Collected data
##########
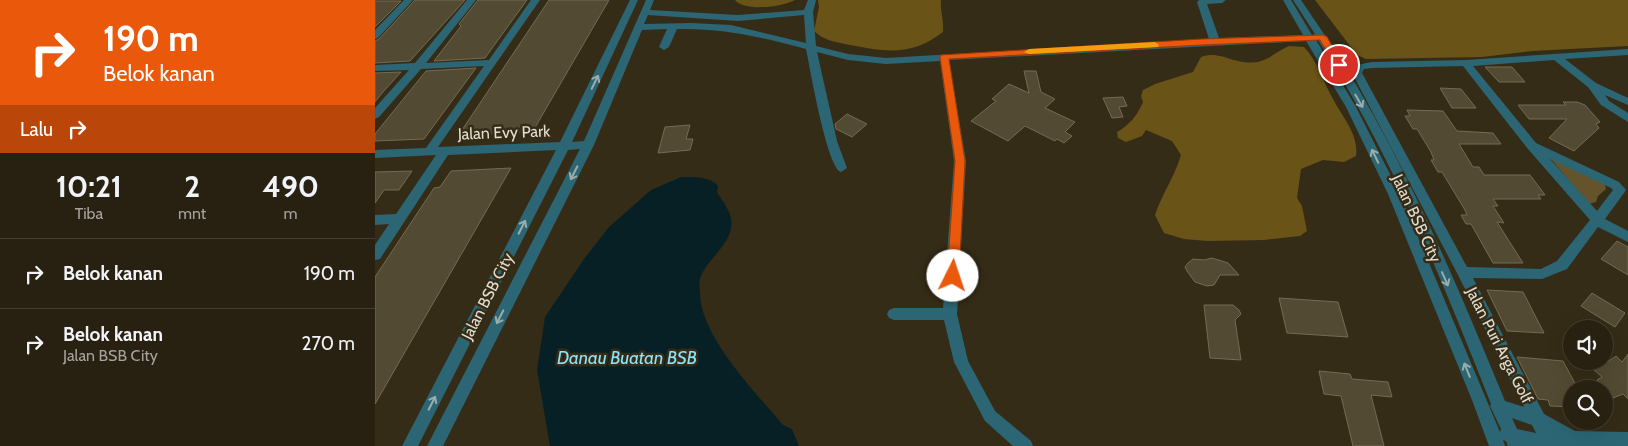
<!DOCTYPE html>
<html lang="id">
<head>
<meta charset="utf-8">
<style>
	:root { --surface:#282111; --page:#30291a; --text:#f1f3f6; --muted:#a5a39f; --line:#443e31 }
	body { margin:0; font-family:Cabin,sans-serif; background:var(--page); color:var(--text); height:100vh; display:flex; flex-direction:column; font-size:19px; white-space:nowrap }
	* { box-sizing:border-box; margin:0 }
	p { font-size:16px; color:var(--muted) }
	.icon { flex:none; width:28px; height:28px; fill:none; stroke:currentColor; stroke-width:2; stroke-linecap:round; stroke-linejoin:round }
	.map { position:relative; flex:1; overflow:hidden }
	.sheet { display:flex; flex-direction:column; background:var(--surface); width:375px }
	.sheet>* { flex:none }
	.guide { background:#ea580c; color:#fff; overflow:hidden }
	.tools { position:absolute; left:1188px; top:320px; display:grid; gap:10px }
	.tools a { display:grid; place-items:center; width:50px; height:50px; border-radius:50%; background:var(--surface); box-shadow:0 5px 20px #0002,0 0 0 1px var(--line); font-size:25px }
	.pin { position:absolute; display:grid; place-items:center; width:42px; height:42px; color:#fff; margin:-21px; border:2px solid #fff; border-radius:50%; box-shadow:0 1px 5px #0007 }
	.me { position:absolute; width:55px; margin:-28px; rotate:4deg; stroke-linejoin:round; filter:drop-shadow(0 0 4px #0008) }
	.turn { display:flex; align-items:center; gap:18px; height:105px; padding:0 20px; font-size:22px }
	.turn .icon { width:65px; height:65px; stroke-width:2.5 }
	.turn b { display:block; font-size:35px; line-height:42px }
	.then { display:flex; align-items:center; height:48px; padding:0 20px; background:#0003; gap:10px; font-size:19px }
	.eta { display:flex; justify-content:space-evenly; align-items:center; height:85px; text-align:center }
	.eta b { font-size:30px; font-weight:700; line-height:35px }
	ul { padding:0; list-style:none }
	li { display:flex; align-items:center; gap:15px; height:70px; padding:0 20px; border-top:1px solid var(--line) }
	li div { flex:1 }
	li b { display:block; font-size:19px }
	li em { font-style:normal }
	main { display:flex; flex:1; min-height:0 }
	.map>svg:first-child { display:block }
</style>
</head>
<body>
<main>
<section class="sheet">
<div class="guide">
<div class="turn"><svg class="icon" aria-label="right" viewBox="0 0 24 24"><path d="M7 20v-9h11M14 6l5 5-5 5"/></svg><div><b>190 m</b>Belok kanan</div></div>
<div class="then">Lalu<svg class="icon" aria-label="right" viewBox="0 0 24 24"><path d="M7 20v-9h11M14 6l5 5-5 5"/></svg></div>
</div>
<div class="eta">
<div><b>10:21</b><p>Tiba</p></div>
<div><b>2</b><p>mnt</p></div>
<div><b>490</b><p>m</p></div>
</div>
<ul>
<li><svg class="icon" aria-label="right" viewBox="0 0 24 24"><path d="M7 20v-9h11M14 6l5 5-5 5"/></svg><div><b>Belok kanan</b></div><em>190 m</em></li>
<li><svg class="icon" aria-label="right" viewBox="0 0 24 24"><path d="M7 20v-9h11M14 6l5 5-5 5"/></svg><div><b>Belok kanan</b><p>Jalan BSB City</p></div><em>270 m</em></li>
</ul>
</section>
<div class="map">
<svg width="1253" height="446" viewBox="0 0 1253 446">
	<rect width="100%" height="100%" fill="#352c17"/>
	<polygon fill="#64532b" points="1175,158 1230,184 1231,189 1223,196 1221,202 1214,204"/>
	<g fill="#695316">
		<path d="M360,0H420C408,7 369,12 360,0Z"/>
		<path d="M443,0H566C565,11 569,20 568,32C537,56 511,52 475,45C462,42 449,41 439,31L444,7Z"/>
		<polygon points="940,0 1253,0 1253,46 1157,51 1107,57 991,59 982,55"/>
		<path d="M914,46L929,47C943,62 948,81 958,99C967,117 984,134 981,156L969,162L948,160L926,169L922,198L927,206L932,231L925,236L889,240L833,241L809,239L789,233L780,215C787,194 800,176 806,155L797,141L771,130L767,136L751,142L743,138L742,132C755,125 763,114 768,102L766,96L768,90L780,84L818,72L826,57C842,51 853,60 868,62C891,65 896,54 914,46Z"/>
	</g>
	<path fill="#072026" d="M306,177C318,177 335,176 343,186L342,192C346,199 351,205 354,212C366,240 331,257 325,279C324,283 325,290 325,294C326,337 381,393 408,425L417,429L424,446H175L162,370L170,317L209,259L234,227L276,190Z"/>
	<g fill="#534a33" stroke="#756b53">
		<polygon points="40,0 90,0 35,61 0,63 0,41 4,39"/>
		<polygon points="103,0 152,0 110,58 59,61 86,26 84,24"/>
		<polygon points="174,0 234,0 158,131 83,136"/>
		<polygon points="0,1 26,1 0,27"/>
		<polygon points="1110,67 1137,67 1150,82 1124,82"/>
		<polygon points="101,68 49,139 0,141 0,134 51,71"/>
		<polygon points="649,71 661,71 666,92 680,99 670,108 700,122 690,132 697,136 689,143 682,139 680,141 650,126 633,141 596,121 621,101 617,99 634,84 654,93"/>
		<polygon points="26,72 8,92 0,102 0,73"/>
		<polygon points="1065,88 1086,89 1101,108 1077,108"/>
		<polygon points="748,97 752,106 744,107 748,117 737,118 728,98"/>
		<polygon points="1188,102 1202,102 1210,105 1225,122 1221,124 1224,128 1199,151 1174,138 1192,119 1154,119 1143,105 1191,105"/>
		<polygon points="1032,110 1068,111 1082,131 1118,133 1126,144 1084,144 1098,167 1104,167 1109,175 1155,175 1170,195 1163,195 1166,199 1118,199 1123,206 1118,206 1129,223 1122,222 1148,263 1118,263 1096,224 1091,224 1086,215 1092,215 1090,210 1067,172 1063,172 1056,160 1059,160 1056,152 1042,129 1038,129 1030,116 1035,116"/>
		<polygon points="472,114 492,124 477,137 461,129 460,124"/>
		<polygon points="315,125 311,139 318,139 315,150 283,153 290,127"/>
		<polygon points="136,168 125,187 0,404 0,277 59,188 65,187 76,171"/>
		<polygon points="37,171 24,190 9,190 0,203 0,172"/>
		<polygon points="1242,241 1253,247 1253,275 1226,259"/>
		<polygon points="837,258 853,263 864,275 845,275 839,285 832,286 820,282 812,271 810,267 813,263 818,259 829,260"/>
		<polygon points="1112,290 1148,292 1169,333 1132,331"/>
		<polygon points="1217,293 1250,313 1240,327 1206,306"/>
		<polygon points="904,298 963,302 973,337 912,333"/>
		<polygon points="829,305 858,305 864,310 866,314 860,320 866,360 835,358"/>
		<polygon points="1253,354 1253,399 1248,394 1238,398 1222,385 1225,383 1222,380 1227,377 1218,369 1222,367 1215,361 1231,363 1241,356 1247,362"/>
		<polygon points="1142,357 1188,361 1203,389 1196,389 1196,407 1175,406 1173,400 1163,399"/>
		<polygon points="944,371 975,374 977,379 1013,382 1017,397 996,395 1009,446 978,446 966,396 949,394"/>
	</g>
	<g fill="none" stroke-linecap="round" stroke-linejoin="round">
		<g fill="#2c6674" fill-rule="evenodd">
			<polygon points="29,0 38,0 3,38 0,39 0,30"/>
			<path d="M92,0H101L51,63L114,60L156,0H165L63,147L185,142L255,0H263L197,142L209,141L271,0H279L275,10L363,15L429,10L433,0H441L438,12L441,46L473,54L511,58L834,39L822,2L824,0H851L847,3L832,4L844,38L928,35L908,0H916L937,35L940,34L918,0H926L949,34L953,37L952,38C1026,151 1079,277 1130,401L1149,407L1082,273L977,73L982,65L997,62L1091,60L1253,49V55L1190,59L1221,83L1253,98V105L1230,95L1234,101L1253,113V122L1226,105L1213,87L1179,60L1098,66L1161,143L1244,182L1251,190L1249,193L1230,219L1253,231V242L1223,227L1192,269L1167,279L1098,278L1169,414L1200,431L1253,432V446H1133L1131,441L1128,440L1130,446H1114L1097,400L1013,194L971,107L931,41L574,60L591,161L582,314L593,361L620,411L656,441L658,446H638L610,421L579,362L569,320H519L514,318L512,314L514,310L519,308H568L579,161L565,61L511,64L473,60L442,52L462,141L472,168L466,172C452,168 435,68 431,49C388,37 347,28 302,29L294,47L289,50L284,47L292,29L267,30L219,145L68,446H52L205,149L193,150L43,446H27L181,150L73,155L5,259L0,260V245L14,224L0,225V215L21,214L61,155L0,158V150L51,148L109,66L46,69L4,117L0,119V108L34,70L0,71V65L40,63ZM273,15L363,21L429,15L431,43L356,25L316,23L269,24ZM941,40H943C1016,153 1067,280 1116,404L1115,406L1126,429L1125,432L1025,194L981,107ZM1088,66L1153,149L1215,220L1182,261L1166,269L1092,267L987,73L989,69L997,68ZM1175,159L1236,188L1238,190L1222,211ZM1137,418L1157,425L1161,433L1142,429Z"/>
		</g>
	</g>
	<defs><path id="oneway-shaft" d="M-6 0H5M1.5-3L5.5 0L1.5 3" fill="none" stroke-width="1.6" stroke-linecap="round" stroke-linejoin="round" transform="scale(1.25)"/></defs>
	<g stroke="#9aadab">
		<use href="#oneway-shaft" transform="translate(220 82) rotate(-64)"/>
		<use href="#oneway-shaft" transform="translate(984 101) rotate(60)"/>
		<use href="#oneway-shaft" transform="translate(1000 156) rotate(-116)"/>
		<use href="#oneway-shaft" transform="translate(199 173) rotate(117)"/>
		<use href="#oneway-shaft" transform="translate(147 227) rotate(-63)"/>
		<use href="#oneway-shaft" transform="translate(1070 279) rotate(66)"/>
		<use href="#oneway-shaft" transform="translate(125 317) rotate(117)"/>
		<use href="#oneway-shaft" transform="translate(1092 370) rotate(-112)"/>
		<use href="#oneway-shaft" transform="translate(57 403) rotate(-63)"/>
	</g>
	<polygon fill="#ea580c" stroke="#983908" points="948,35 952,37 968,65 967,67 961,67 945,40 827,45 574,59 590,161 584,276 582,279 573,279 572,276 580,161 565,57 566,55 827,39"/>
	<polygon fill="#f59e0b" points="780,42 784,45 783,47 654,54 649,52 654,49"/>
	<g text-anchor="middle" stroke-width="5" stroke-linejoin="round" paint-order="stroke">
		<g font-size="16" fill="#e3ddd0" stroke="#352c17">
			<text transform="translate(129 132) rotate(-2)" y="6">Jalan Evy Park</text>
			<text transform="translate(1042 218) rotate(65)" y="6">Jalan BSB City</text>
			<text transform="translate(112 296) rotate(-63)" y="6">Jalan BSB City</text>
			<text transform="translate(1125 345) rotate(63)" y="6">Jalan Puri Arga Golf</text>
		</g>
		<g font-size="18" font-style="italic" fill="#8ee5fb" stroke="#352c17">
			<text x="252" y="364">Danau Buatan BSB</text>
		</g>
	</g>
</svg>
<div class="tools">
<a><svg class="icon" aria-label="sound" viewBox="0 0 24 24"><path d="M4 9h4l5-4v14l-5-4H4zM17 9q2 3 0 6"/></svg></a>
<a><svg class="icon" aria-label="search" viewBox="0 0 24 24"><circle cx="10" cy="10" r="6"/><path d="M15 15l6 6"/></svg></a>
</div>
<div class="pin" style="left:964px;top:65px;background:#d93025"><svg class="icon" aria-label="arrive" viewBox="0 0 24 24"><path d="M6 21V4h12l-3 4 3 4H6"/></svg></div>
<svg class="me" style="left:578px;top:276px" viewBox="-20 -20 40 40"><circle r="19" fill="#fff"/><path d="M0-13L10 11 0 6-10 11z" fill="#ea580c"/></svg>
</div>
</main>
</body>
</html>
##########
The task
From the data, pick out every line that includes "column".

Task output
	body { margin:0; font-family:Cabin,sans-serif; background:var(--page); color:var(--text); height:100vh; display:flex; flex-direction:column; font-size:19px; white-space:nowrap }
	.sheet { display:flex; flex-direction:column; background:var(--surface); width:375px }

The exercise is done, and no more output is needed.